This report worried me, but I've thought around it, and agree with
Michal that it must be reflecting a preexisting refcount imbalance -
preexisting in the sense that the imbalance occurred sometime before
reaching put_and_wait_on_page_locked(), and in the sense that the bug
causing the imbalance came in before the put_and_wait_on_page_locked()
commit, perhaps even long ago.

If it is a software bug at all - I wonder if any other hardware shows
the same issue - I have not seen it on x86 (though I wasn't using xfs),
nor heard of anyone else reporting it - but thank you for doing so,
it could be important.

But I (probably) disagree with Michal about the page being freed and
reused for xfs allocation. I have no proof, but I think the likelihood
is that the page shown is the old xfs page (from libc-2.28.so, I see)
which is currently being migrated.

I realize that "last migrate reason: syscall_or_cpuset" would not get 
set until later, but I think it's left over from the previous migration:
migrate_pages03 looks like it's migrating pages back and forth repeatedly.
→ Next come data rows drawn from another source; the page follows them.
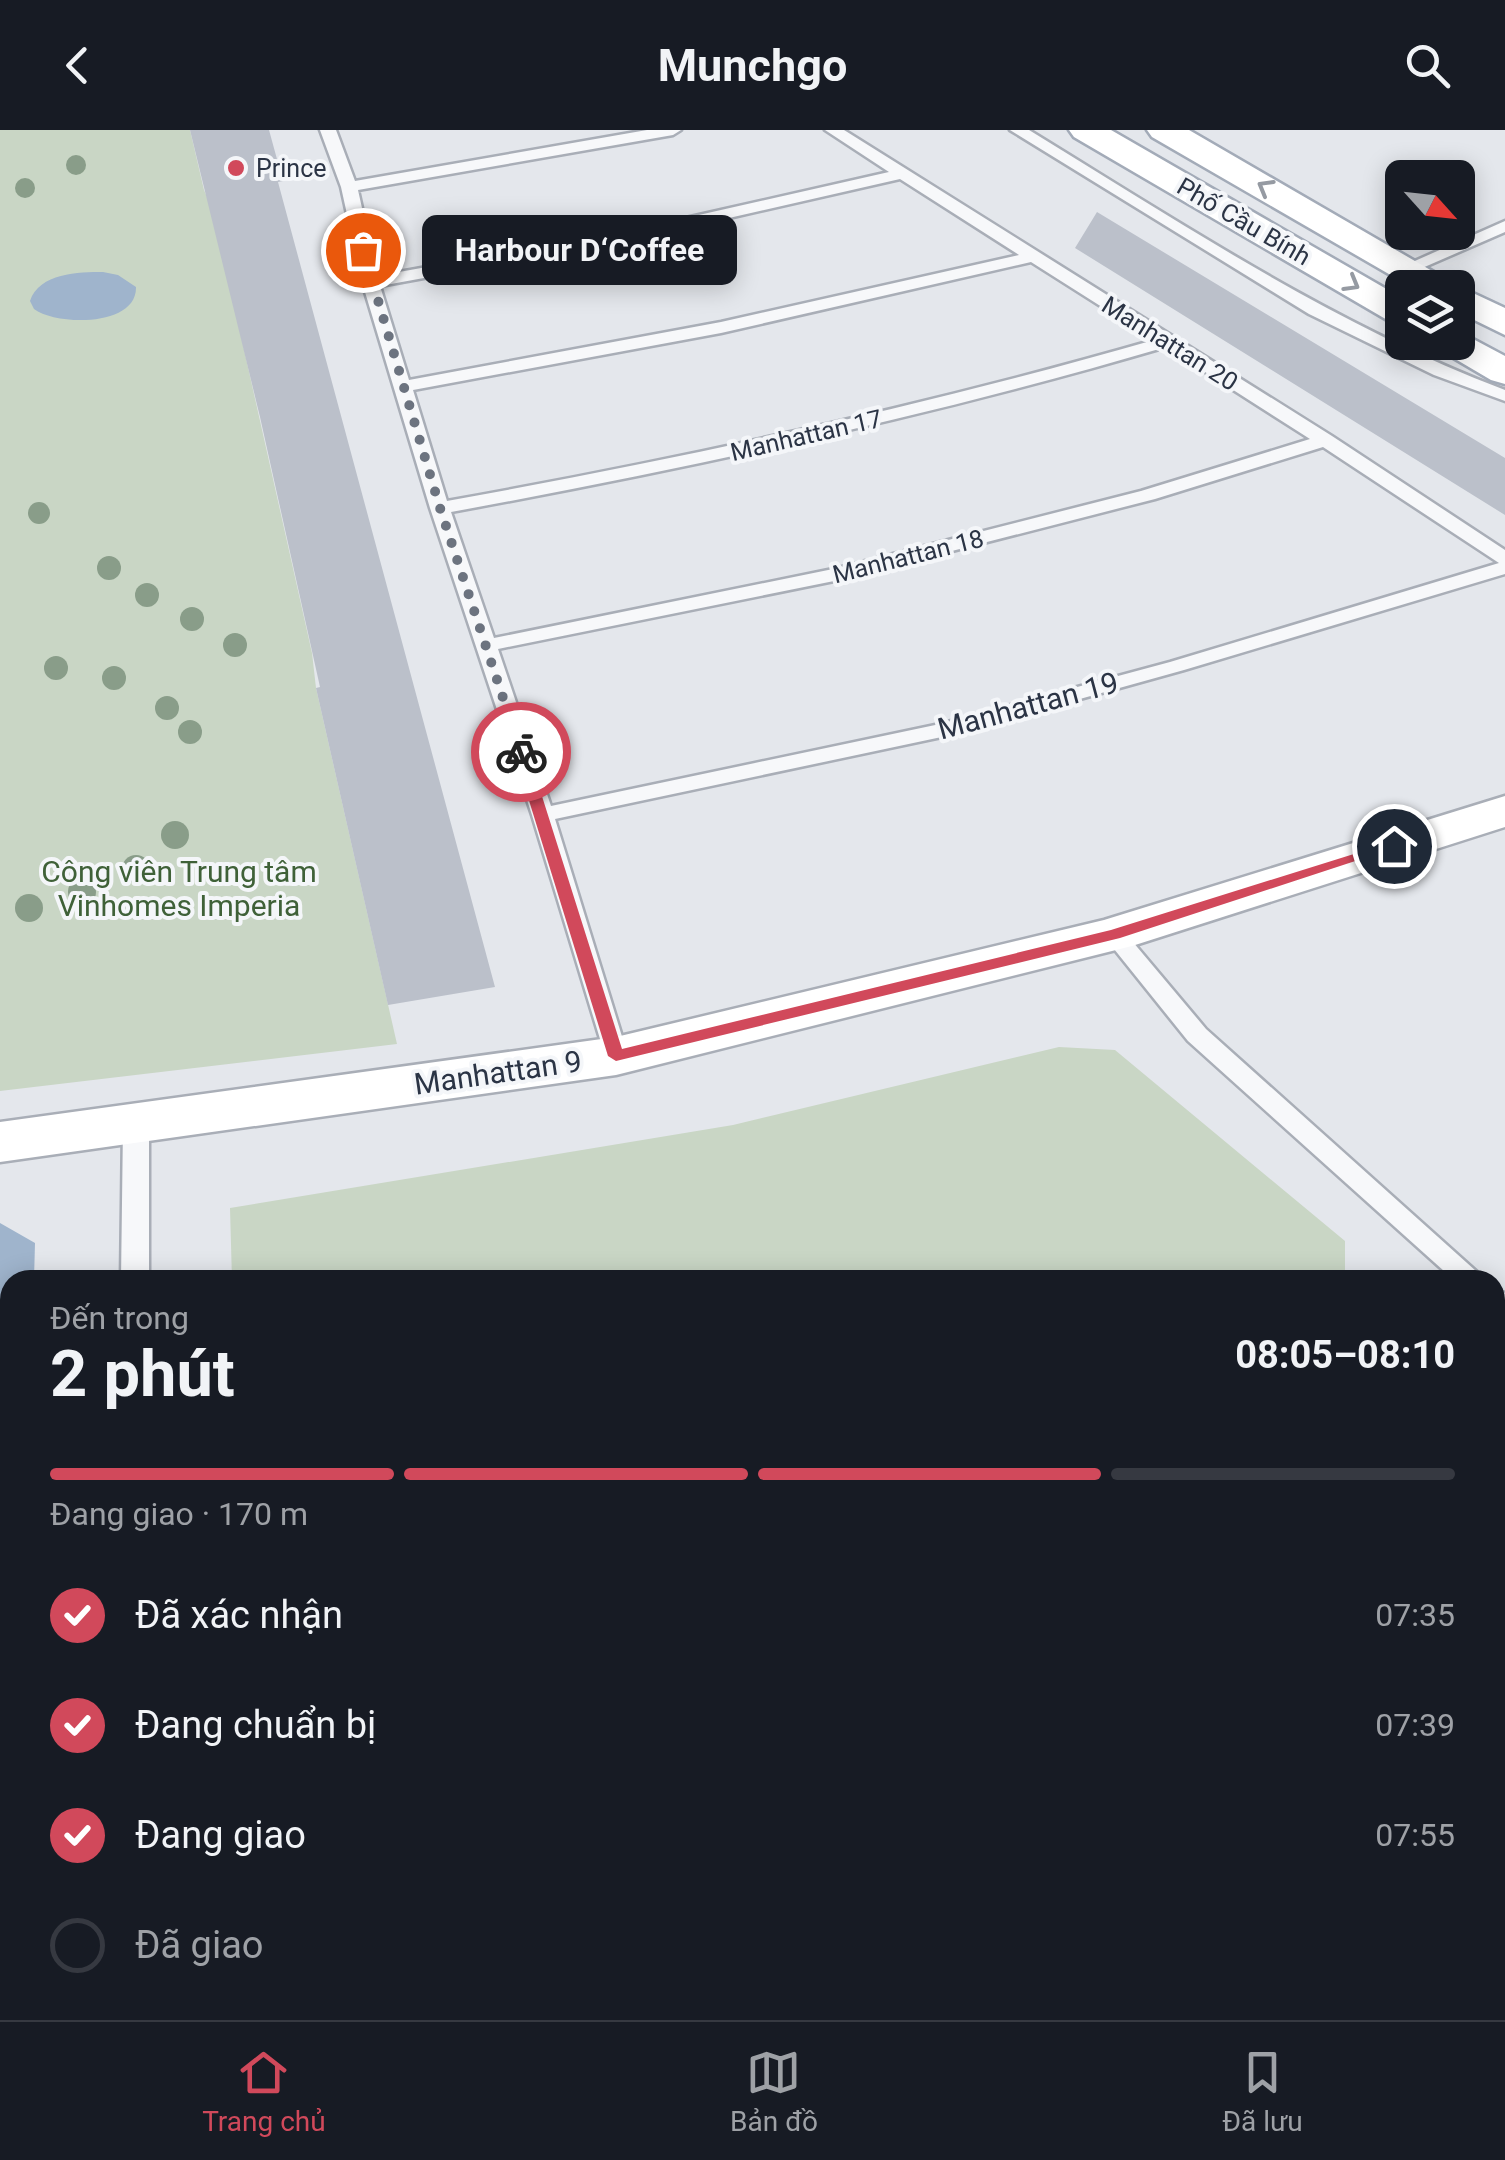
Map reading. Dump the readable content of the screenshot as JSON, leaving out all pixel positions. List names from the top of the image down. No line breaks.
{"streets":{"main road":["Phố Cầu Bính","Manhattan 9"],"lane":["Manhattan 20","Manhattan 17","Manhattan 18","Manhattan 19"]},"crossings":[["Manhattan 20","Manhattan 17"],["Manhattan 20","Manhattan 18"]],"parks":["Công viên Trung tâm Vinhomes Imperia"],"places":["Prince","Harbour D‘Coffee"],"north":"bottom right","page":{"header":"Munchgo","bubble":"Harbour D‘Coffee","heading":["2 phút","Đến trong","08:05–08:10"],"bar":"Đang giao · 170 m","list":[["Đã xác nhận","07:35"],["Đang chuẩn bị","07:39"],["Đang giao","07:55"],"Đã giao"],"tabs":["Trang chủ","Bản đồ","Đã lưu"]}}
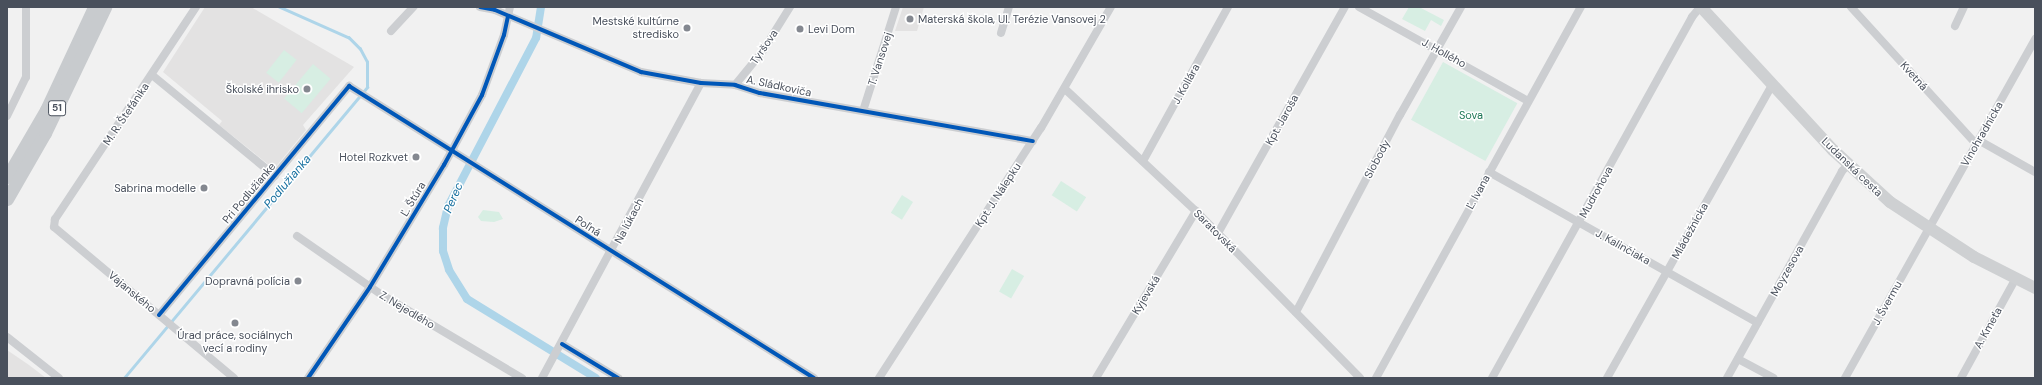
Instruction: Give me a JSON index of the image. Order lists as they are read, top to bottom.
{
  "streets": {
    "main road": ["51"],
    "street": [
      "Tyršova",
      "J. Hollého",
      "T. Vansovej",
      "Kvetná",
      "J. Kollára",
      "A. Sládkoviča",
      "M. R. Štefánika",
      "Kpt. Jaroša",
      "Vinohradnícka",
      "Slobody",
      "Ludanská cesta",
      "Ľ. Ivana",
      "Mudroňova",
      "Pri Podlužianke",
      "Kpt. J. Nálepku",
      "Ľ. Štúra",
      "Na lúkach",
      "Poľná",
      "Saratovská",
      "Mládežnícka",
      "J. Kalinčiaka",
      "Moyzesova",
      "Vajanského",
      "Kyjevská",
      "J. Švermu",
      "Z. Nejedlého",
      "A. Kmeťa"
    ]
  },
  "crossings": [
    ["Tyršova", "A. Sládkoviča"],
    ["J. Hollého", "Slobody"],
    ["J. Hollého", "Ľ. Ivana"],
    ["T. Vansovej", "A. Sládkoviča"],
    ["Kvetná", "Vinohradnícka"],
    ["J. Kollára", "Saratovská"],
    ["A. Sládkoviča", "Kpt. J. Nálepku"],
    ["A. Sládkoviča", "Ľ. Štúra"],
    ["A. Sládkoviča", "Na lúkach"],
    ["M. R. Štefánika", "Pri Podlužianke"],
    ["M. R. Štefánika", "Vajanského"],
    ["Kpt. Jaroša", "Saratovská"],
    ["Vinohradnícka", "Ludanská cesta"],
    ["Vinohradnícka", "J. Švermu"],
    ["Slobody", "Saratovská"],
    ["Ludanská cesta", "Mudroňova"],
    ["Ludanská cesta", "Mládežnícka"],
    ["Ludanská cesta", "Moyzesova"],
    ["Ludanská cesta", "J. Švermu"],
    ["Ludanská cesta", "A. Kmeťa"],
    ["Ľ. Ivana", "J. Kalinčiaka"],
    ["Mudroňova", "J. Kalinčiaka"],
    ["Pri Podlužianke", "Poľná"],
    ["Pri Podlužianke", "Vajanského"],
    ["Kpt. J. Nálepku", "Saratovská"],
    ["Ľ. Štúra", "Poľná"],
    ["Ľ. Štúra", "Z. Nejedlého"],
    ["Na lúkach", "Poľná"],
    ["Saratovská", "Kyjevská"],
    ["Mládežnícka", "J. Kalinčiaka"],
    ["J. Kalinčiaka", "Moyzesova"]
  ],
  "water": ["Podlužianka", "Perec"],
  "parks": ["Sova"],
  "places": [
    "Materská škola, Ul. Terézie Vansovej 2",
    "Mestské kultúrne stredisko",
    "Levi Dom",
    "Školské ihrisko",
    "Hotel Rozkvet",
    "Sabrina modelle",
    "Dopravná polícia",
    "Úrad práce, sociálnych vecí a rodiny"
  ]
}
What I think happened is that something at some time earlier did a
mistaken put_page() on the page.  Then __migration_entry_wait() raced
with migrate_page_move_mapping(), in such a way that get_page_unless_zero()
then briefly raised the page's refcount to expected_count, so migration was
able to freeze the page (set its refcount transiently to 0).  Then put_and
_wait_on_page_locked() reached the put_page() in wait_on_page_bit_common()
while migration still had the refcount frozen at 0, and bang, your crash.

But how come reverting the put_and_wait commit appears to fix it for you?
That puzzled me, for a while I expected you then to see an equally visible
crash in the old put_page() after wait_on_page_locked(), or else at the
migration end where it puts the page afterwards (putback_lru_page perhaps).

I guess the answer comes from that "libc-2.28.so".  This page is one of
those very popular pages which were next-to-impossible to migrate before
the put_and_wait commit, because they are so widely mapped, and their
migration entries so frequently faulted, that migration could not freeze
them.  (With enough migration waiters to outweigh the off-by-one of the
incorrect refcount.)

Being so widely used, the refcount imbalance on that page would (I think)
only show up when unmounting the root at shutdown: easily missed.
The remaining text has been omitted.